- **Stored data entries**
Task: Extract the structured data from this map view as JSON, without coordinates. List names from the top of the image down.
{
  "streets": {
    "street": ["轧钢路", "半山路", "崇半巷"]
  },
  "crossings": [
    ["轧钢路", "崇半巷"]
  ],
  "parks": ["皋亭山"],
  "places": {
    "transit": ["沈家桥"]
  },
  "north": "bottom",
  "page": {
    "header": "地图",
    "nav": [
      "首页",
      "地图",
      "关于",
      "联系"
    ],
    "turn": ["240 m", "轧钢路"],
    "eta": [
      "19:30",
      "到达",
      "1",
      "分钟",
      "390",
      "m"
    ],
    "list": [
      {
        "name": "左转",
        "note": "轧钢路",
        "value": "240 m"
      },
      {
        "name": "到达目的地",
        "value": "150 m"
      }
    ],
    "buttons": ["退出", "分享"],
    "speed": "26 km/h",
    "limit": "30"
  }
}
--
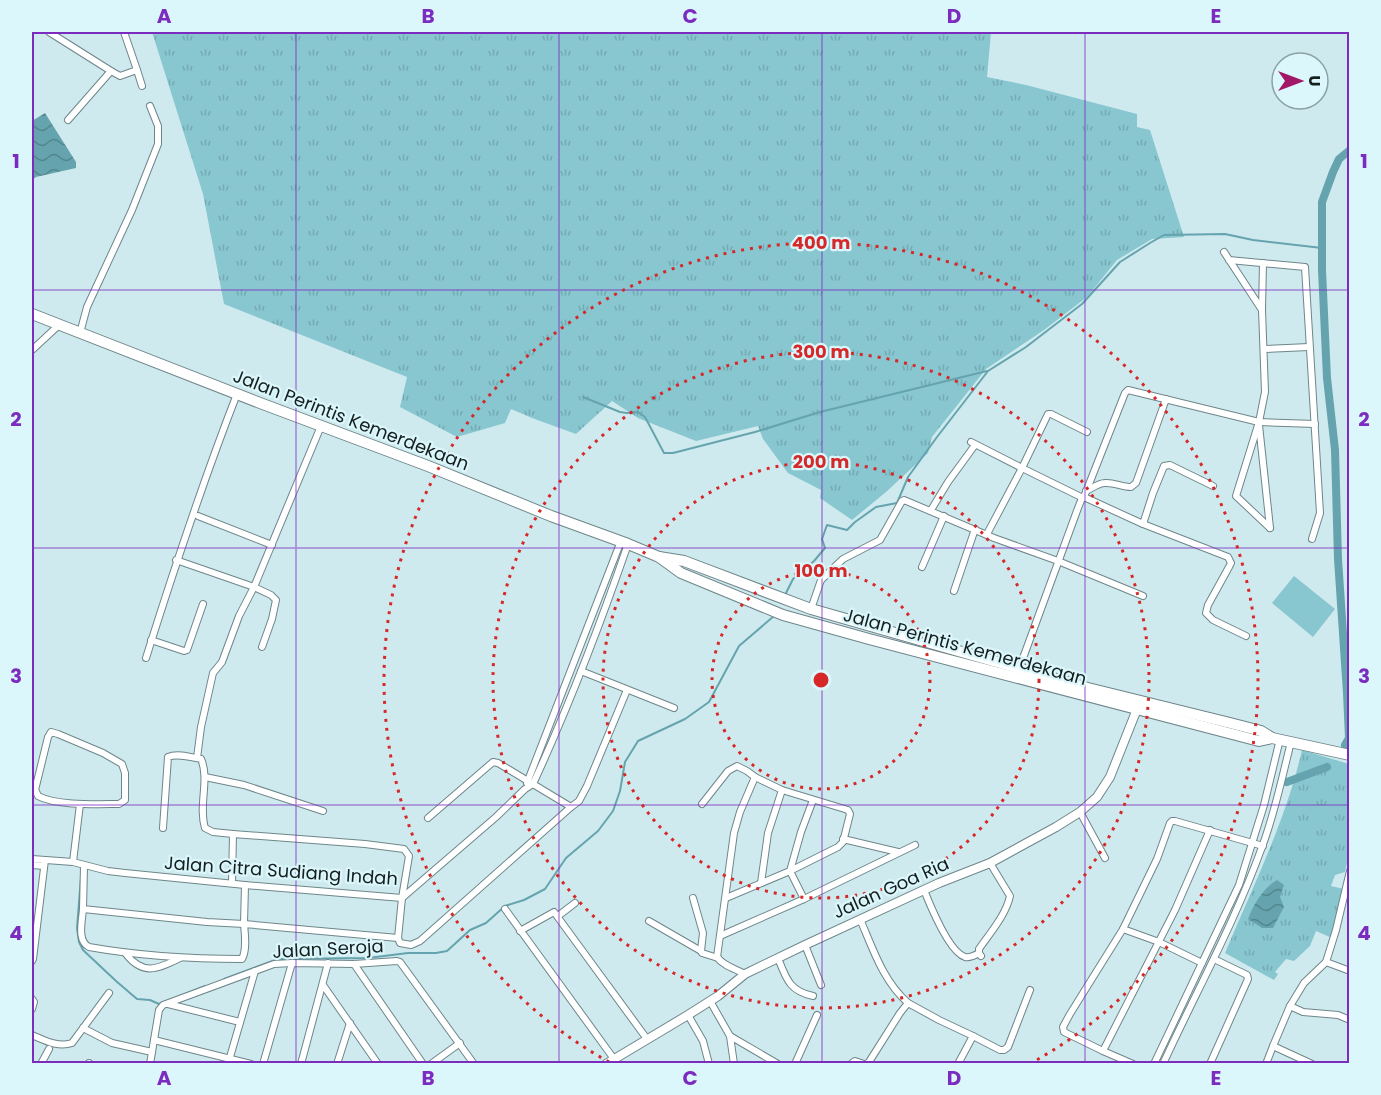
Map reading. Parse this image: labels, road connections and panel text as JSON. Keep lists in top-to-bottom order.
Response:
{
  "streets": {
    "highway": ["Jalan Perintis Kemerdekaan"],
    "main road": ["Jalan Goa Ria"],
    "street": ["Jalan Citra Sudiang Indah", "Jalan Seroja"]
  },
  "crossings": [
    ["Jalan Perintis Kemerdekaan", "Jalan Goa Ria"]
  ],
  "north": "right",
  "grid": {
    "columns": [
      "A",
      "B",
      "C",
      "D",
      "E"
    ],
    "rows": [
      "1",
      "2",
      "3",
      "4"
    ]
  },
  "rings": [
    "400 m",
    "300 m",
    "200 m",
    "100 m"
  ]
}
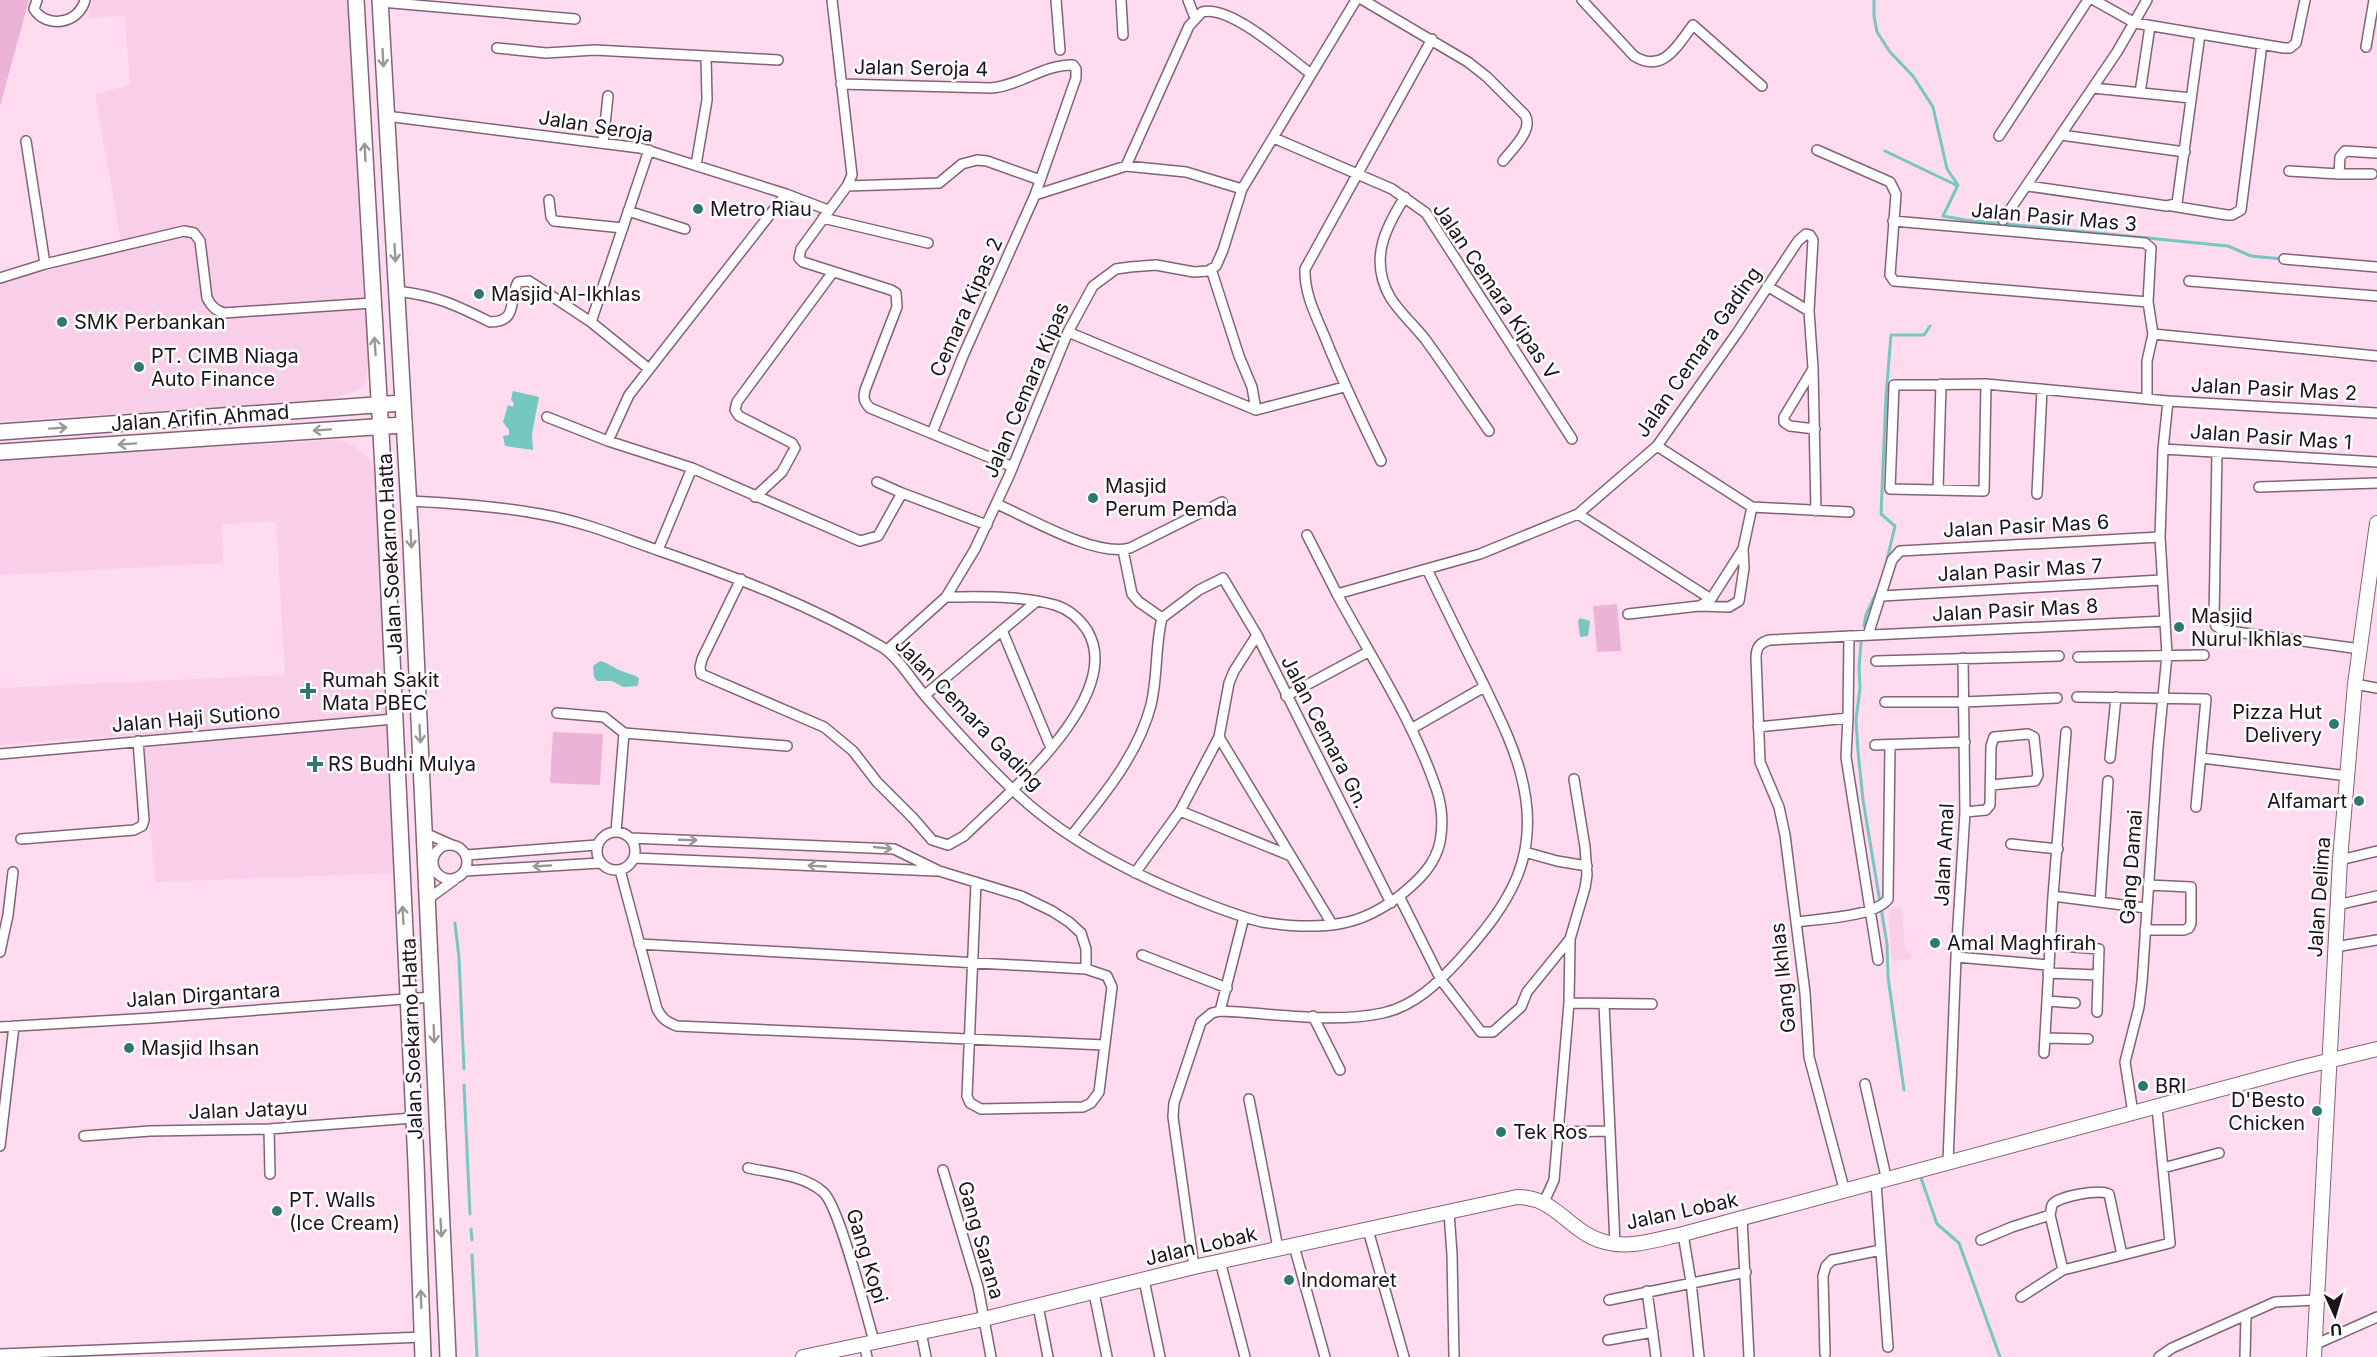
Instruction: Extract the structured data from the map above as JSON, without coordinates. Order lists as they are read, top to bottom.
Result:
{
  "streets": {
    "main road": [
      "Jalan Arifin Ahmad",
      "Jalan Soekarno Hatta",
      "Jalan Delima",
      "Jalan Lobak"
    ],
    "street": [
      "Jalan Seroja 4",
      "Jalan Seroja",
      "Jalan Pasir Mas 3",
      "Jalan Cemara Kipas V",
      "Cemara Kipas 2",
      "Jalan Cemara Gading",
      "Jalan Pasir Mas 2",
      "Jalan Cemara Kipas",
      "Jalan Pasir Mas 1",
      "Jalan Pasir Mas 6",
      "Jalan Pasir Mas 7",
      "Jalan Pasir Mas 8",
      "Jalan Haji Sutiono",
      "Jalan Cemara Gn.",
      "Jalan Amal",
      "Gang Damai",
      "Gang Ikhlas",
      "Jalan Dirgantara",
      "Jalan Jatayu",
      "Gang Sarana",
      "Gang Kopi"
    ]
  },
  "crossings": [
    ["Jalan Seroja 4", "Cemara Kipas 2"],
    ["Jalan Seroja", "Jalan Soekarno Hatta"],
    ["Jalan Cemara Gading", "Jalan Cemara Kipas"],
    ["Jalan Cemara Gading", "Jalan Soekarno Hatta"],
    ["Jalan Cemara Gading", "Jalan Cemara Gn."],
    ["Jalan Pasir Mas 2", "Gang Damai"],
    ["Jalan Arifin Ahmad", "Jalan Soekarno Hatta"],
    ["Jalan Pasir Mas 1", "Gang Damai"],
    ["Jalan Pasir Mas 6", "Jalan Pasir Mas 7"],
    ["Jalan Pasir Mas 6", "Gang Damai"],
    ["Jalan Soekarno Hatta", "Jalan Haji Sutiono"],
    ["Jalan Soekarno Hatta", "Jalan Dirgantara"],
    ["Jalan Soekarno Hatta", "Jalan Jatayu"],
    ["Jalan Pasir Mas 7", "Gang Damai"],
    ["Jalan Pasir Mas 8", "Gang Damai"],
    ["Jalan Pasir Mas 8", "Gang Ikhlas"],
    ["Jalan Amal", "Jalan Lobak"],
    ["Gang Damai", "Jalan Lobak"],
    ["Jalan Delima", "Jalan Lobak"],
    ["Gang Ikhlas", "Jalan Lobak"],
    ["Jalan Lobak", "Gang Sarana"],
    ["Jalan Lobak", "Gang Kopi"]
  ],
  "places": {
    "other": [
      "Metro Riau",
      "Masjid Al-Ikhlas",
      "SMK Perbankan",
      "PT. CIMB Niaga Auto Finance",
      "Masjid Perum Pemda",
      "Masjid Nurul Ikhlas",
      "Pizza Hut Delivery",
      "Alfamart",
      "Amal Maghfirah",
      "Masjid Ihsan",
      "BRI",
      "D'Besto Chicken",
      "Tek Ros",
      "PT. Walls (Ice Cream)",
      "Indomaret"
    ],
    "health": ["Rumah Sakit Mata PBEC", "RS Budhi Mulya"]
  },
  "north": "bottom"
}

- **WHAT THE TASK REQUIRES**
Search the data above for the string "Kemerdekaan". Report every line where it is found.

- **REPLY**
    "highway": ["Jalan Perintis Kemerdekaan"],
    ["Jalan Perintis Kemerdekaan", "Jalan Goa Ria"]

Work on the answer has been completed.